ACTION ITEM
Counting the line with "For a GIS import: Dump" as the last one, copy out the lines of the data exactly from the first onward.

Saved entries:
>>
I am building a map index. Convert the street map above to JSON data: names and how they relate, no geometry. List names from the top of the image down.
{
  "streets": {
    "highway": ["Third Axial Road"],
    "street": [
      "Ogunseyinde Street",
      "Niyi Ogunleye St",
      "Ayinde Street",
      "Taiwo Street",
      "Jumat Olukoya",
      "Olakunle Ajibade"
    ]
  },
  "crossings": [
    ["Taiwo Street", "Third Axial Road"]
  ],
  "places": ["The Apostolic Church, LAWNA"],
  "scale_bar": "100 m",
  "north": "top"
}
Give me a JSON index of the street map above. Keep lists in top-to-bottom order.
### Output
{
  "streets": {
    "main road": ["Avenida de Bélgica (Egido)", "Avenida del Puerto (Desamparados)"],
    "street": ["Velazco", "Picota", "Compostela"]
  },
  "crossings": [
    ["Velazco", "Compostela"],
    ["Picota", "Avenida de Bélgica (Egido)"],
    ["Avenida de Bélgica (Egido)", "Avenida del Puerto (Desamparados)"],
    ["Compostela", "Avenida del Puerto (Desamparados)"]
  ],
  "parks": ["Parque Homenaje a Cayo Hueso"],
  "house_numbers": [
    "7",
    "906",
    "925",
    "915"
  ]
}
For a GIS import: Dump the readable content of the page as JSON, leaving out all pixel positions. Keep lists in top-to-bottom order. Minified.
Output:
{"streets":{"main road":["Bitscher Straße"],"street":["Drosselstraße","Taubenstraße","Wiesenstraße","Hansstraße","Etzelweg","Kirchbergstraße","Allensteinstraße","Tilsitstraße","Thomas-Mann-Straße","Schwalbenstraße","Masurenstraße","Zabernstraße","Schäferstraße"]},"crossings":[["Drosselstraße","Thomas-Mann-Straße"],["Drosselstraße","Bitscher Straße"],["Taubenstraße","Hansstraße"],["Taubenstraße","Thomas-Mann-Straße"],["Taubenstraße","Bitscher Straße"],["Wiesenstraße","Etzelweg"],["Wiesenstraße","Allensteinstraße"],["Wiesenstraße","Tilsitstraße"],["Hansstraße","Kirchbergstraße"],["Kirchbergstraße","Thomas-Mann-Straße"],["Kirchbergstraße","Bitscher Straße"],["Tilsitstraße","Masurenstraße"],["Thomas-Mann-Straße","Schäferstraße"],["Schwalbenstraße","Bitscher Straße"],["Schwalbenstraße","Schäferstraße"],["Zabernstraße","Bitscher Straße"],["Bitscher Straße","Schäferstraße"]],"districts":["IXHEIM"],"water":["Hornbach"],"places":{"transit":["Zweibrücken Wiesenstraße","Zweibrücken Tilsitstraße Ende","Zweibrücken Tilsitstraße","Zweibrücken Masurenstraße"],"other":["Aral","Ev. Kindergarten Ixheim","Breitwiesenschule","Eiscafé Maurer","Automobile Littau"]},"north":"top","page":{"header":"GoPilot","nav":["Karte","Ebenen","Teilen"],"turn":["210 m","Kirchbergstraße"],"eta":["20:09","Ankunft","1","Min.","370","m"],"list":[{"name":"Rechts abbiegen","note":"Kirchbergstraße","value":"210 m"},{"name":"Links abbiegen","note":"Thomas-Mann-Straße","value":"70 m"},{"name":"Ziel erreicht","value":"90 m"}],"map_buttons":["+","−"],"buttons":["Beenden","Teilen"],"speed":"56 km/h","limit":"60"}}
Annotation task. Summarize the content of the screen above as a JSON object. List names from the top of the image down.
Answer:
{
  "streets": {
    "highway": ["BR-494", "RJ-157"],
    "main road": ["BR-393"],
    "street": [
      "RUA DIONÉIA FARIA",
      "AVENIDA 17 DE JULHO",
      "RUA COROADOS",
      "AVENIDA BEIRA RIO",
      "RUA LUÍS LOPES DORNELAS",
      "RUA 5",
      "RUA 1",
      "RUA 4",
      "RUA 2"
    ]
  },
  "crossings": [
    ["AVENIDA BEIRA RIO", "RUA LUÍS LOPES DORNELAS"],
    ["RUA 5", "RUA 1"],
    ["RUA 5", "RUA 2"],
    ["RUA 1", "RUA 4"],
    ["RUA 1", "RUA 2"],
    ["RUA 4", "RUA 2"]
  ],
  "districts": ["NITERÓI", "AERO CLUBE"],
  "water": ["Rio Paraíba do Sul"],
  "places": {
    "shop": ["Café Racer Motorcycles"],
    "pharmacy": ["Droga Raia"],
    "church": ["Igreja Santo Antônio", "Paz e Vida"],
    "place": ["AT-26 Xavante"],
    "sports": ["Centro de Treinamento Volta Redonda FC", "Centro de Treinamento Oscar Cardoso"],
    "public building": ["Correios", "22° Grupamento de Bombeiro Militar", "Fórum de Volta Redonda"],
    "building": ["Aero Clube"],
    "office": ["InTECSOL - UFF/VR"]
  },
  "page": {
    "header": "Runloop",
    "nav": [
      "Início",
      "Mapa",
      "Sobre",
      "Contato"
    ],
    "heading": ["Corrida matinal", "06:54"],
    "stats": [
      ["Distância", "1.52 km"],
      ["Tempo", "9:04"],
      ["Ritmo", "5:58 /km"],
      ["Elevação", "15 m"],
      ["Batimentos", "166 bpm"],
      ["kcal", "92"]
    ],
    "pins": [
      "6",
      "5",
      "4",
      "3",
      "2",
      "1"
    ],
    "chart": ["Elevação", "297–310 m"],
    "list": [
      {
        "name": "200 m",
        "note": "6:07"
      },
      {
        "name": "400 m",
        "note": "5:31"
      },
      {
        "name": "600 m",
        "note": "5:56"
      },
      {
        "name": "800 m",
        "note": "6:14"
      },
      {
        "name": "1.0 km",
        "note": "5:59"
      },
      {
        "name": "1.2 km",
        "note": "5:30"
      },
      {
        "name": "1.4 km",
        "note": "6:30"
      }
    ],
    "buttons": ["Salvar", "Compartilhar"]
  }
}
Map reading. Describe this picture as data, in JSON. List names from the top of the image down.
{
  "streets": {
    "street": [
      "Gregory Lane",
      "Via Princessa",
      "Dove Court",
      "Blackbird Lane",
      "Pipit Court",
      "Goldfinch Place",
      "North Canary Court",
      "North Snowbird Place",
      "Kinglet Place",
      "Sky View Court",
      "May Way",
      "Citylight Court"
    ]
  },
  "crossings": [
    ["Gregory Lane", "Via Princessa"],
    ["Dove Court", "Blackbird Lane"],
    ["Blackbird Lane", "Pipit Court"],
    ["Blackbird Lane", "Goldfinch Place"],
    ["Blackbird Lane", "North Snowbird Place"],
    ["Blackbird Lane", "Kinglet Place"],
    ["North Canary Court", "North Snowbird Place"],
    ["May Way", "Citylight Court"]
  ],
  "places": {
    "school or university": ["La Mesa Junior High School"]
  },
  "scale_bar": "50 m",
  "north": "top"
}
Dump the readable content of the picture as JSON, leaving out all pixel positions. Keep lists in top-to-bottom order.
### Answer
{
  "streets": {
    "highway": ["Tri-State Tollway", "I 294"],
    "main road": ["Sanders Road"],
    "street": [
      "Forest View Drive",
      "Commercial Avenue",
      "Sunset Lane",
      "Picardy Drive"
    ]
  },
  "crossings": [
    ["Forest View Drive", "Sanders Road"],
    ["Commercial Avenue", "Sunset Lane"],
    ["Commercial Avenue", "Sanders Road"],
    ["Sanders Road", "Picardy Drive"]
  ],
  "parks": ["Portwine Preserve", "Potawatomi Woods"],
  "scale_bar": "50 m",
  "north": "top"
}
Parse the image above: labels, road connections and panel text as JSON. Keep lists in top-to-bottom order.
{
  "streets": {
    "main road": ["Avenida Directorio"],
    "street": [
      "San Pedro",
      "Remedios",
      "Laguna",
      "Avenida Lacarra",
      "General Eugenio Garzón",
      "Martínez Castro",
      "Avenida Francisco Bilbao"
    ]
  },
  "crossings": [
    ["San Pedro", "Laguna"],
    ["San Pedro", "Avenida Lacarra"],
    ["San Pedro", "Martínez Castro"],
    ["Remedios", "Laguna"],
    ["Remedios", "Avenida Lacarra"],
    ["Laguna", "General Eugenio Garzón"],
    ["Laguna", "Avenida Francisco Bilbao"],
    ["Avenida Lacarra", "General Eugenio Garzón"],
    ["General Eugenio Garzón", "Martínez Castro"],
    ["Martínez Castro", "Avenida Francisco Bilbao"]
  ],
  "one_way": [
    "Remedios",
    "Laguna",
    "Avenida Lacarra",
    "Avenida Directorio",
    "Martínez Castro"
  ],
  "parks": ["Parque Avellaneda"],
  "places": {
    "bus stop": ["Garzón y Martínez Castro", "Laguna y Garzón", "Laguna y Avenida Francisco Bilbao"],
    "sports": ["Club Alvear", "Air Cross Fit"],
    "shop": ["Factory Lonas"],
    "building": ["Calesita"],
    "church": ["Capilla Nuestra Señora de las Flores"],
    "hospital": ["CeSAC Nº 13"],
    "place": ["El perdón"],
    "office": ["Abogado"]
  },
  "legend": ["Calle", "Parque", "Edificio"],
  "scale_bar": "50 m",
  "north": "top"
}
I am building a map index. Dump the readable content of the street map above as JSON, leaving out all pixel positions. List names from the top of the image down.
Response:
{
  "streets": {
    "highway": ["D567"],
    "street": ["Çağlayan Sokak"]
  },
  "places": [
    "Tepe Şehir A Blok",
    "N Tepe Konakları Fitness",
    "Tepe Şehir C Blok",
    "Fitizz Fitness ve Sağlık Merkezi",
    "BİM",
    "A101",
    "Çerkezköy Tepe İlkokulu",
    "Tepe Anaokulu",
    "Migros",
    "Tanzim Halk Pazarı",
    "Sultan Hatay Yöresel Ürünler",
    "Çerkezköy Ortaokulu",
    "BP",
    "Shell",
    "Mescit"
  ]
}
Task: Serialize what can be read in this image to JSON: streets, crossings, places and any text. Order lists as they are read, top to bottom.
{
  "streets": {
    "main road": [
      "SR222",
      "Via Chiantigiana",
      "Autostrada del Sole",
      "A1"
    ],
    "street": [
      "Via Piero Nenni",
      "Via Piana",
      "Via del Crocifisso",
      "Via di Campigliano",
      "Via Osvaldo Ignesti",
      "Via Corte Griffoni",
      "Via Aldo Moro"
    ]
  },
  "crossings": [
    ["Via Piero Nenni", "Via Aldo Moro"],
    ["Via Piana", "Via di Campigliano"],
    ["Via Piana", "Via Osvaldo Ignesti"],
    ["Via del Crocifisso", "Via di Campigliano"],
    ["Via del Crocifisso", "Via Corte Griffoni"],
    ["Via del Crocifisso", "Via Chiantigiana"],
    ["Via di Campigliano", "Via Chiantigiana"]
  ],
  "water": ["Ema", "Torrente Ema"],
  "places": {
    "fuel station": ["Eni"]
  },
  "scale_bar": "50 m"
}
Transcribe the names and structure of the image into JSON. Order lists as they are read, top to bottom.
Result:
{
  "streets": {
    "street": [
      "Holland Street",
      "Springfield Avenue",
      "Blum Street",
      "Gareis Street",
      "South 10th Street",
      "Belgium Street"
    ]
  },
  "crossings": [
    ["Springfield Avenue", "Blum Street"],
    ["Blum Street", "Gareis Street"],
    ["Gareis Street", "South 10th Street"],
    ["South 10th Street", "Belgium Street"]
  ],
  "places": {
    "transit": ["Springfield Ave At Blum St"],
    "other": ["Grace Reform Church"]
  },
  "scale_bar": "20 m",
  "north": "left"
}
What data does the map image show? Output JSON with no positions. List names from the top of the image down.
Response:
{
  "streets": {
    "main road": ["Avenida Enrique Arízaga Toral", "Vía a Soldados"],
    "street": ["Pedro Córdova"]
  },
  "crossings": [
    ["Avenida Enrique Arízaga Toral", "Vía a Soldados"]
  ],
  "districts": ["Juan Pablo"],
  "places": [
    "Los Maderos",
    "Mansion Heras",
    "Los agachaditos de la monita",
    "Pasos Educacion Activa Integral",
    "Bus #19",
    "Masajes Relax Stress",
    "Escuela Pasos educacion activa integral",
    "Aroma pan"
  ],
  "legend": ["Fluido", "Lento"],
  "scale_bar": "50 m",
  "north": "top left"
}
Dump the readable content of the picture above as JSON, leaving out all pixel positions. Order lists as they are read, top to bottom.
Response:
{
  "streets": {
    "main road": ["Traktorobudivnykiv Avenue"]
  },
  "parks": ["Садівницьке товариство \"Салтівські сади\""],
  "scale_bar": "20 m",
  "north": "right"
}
<<
EXERCISE SOLUTION
I am building a map index. Convert the street map above to JSON data: names and how they relate, no geometry. List names from the top of the image down.
{
  "streets": {
    "highway": ["Third Axial Road"],
    "street": [
      "Ogunseyinde Street",
      "Niyi Ogunleye St",
      "Ayinde Street",
      "Taiwo Street",
      "Jumat Olukoya",
      "Olakunle Ajibade"
    ]
  },
  "crossings": [
    ["Taiwo Street", "Third Axial Road"]
  ],
  "places": ["The Apostolic Church, LAWNA"],
  "scale_bar": "100 m",
  "north": "top"
}
Give me a JSON index of the street map above. Keep lists in top-to-bottom order.
### Output
{
  "streets": {
    "main road": ["Avenida de Bélgica (Egido)", "Avenida del Puerto (Desamparados)"],
    "street": ["Velazco", "Picota", "Compostela"]
  },
  "crossings": [
    ["Velazco", "Compostela"],
    ["Picota", "Avenida de Bélgica (Egido)"],
    ["Avenida de Bélgica (Egido)", "Avenida del Puerto (Desamparados)"],
    ["Compostela", "Avenida del Puerto (Desamparados)"]
  ],
  "parks": ["Parque Homenaje a Cayo Hueso"],
  "house_numbers": [
    "7",
    "906",
    "925",
    "915"
  ]
}
For a GIS import: Dump the readable content of the page as JSON, leaving out all pixel positions. Keep lists in top-to-bottom order. Minified.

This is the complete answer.